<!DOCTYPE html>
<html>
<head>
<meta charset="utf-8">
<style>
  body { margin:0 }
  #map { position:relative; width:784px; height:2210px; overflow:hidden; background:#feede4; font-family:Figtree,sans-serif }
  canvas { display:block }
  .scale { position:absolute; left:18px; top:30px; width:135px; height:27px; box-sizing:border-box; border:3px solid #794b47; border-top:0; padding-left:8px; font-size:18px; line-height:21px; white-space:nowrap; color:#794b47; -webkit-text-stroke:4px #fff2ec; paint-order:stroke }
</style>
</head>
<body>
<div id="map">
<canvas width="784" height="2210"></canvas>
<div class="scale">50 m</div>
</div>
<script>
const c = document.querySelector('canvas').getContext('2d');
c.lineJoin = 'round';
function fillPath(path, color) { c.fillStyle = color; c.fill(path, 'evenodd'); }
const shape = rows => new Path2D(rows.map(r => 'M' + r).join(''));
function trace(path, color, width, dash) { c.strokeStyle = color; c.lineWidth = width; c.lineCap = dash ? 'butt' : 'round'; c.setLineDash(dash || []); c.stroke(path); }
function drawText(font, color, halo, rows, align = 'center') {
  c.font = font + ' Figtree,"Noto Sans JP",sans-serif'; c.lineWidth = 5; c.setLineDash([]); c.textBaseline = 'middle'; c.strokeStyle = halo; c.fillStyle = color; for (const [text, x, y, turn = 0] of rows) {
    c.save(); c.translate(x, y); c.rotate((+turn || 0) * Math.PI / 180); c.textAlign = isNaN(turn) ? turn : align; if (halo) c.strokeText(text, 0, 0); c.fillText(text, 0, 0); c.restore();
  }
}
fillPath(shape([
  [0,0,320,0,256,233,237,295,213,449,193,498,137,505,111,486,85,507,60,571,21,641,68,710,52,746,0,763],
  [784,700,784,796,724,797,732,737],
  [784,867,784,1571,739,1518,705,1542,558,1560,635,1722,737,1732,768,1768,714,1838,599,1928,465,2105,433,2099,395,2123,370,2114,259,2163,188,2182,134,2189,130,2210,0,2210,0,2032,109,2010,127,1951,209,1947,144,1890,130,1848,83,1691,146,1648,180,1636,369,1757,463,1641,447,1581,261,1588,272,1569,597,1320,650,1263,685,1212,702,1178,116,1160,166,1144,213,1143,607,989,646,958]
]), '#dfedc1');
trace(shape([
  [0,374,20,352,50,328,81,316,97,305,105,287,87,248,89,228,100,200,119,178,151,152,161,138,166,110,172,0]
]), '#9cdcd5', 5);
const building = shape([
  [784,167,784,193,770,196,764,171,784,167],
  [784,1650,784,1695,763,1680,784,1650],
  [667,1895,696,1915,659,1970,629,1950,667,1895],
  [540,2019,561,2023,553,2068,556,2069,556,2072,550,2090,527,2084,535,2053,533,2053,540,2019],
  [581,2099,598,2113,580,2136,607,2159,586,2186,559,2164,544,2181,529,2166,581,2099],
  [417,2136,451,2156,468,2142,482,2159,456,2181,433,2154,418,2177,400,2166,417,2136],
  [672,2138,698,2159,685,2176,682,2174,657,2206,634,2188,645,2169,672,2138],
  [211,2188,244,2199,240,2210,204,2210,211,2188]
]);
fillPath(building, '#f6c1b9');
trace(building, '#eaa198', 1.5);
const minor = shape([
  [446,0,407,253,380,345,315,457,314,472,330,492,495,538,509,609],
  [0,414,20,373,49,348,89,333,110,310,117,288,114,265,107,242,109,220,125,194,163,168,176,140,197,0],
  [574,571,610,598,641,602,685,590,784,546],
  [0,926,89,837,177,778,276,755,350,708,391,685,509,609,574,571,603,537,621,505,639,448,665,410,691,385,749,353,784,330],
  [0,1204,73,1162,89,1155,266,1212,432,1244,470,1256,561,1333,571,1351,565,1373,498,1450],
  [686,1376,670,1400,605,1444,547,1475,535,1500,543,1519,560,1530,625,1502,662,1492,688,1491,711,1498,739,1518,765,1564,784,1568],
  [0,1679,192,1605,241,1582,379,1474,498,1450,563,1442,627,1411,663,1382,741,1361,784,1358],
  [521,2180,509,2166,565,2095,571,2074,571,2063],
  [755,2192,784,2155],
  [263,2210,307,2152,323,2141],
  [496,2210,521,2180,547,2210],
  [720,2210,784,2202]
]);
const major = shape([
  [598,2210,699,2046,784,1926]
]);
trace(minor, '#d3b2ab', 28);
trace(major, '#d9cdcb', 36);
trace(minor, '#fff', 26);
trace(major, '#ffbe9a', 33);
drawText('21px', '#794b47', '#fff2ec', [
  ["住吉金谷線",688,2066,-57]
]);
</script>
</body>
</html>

(WHAT YOU SHOULD DO)
Across the entries above, find each line with the word "major" and please copy it out.

(OUTPUT BELOW)
const major = shape([
trace(major, '#d9cdcb', 36);
trace(major, '#ffbe9a', 33);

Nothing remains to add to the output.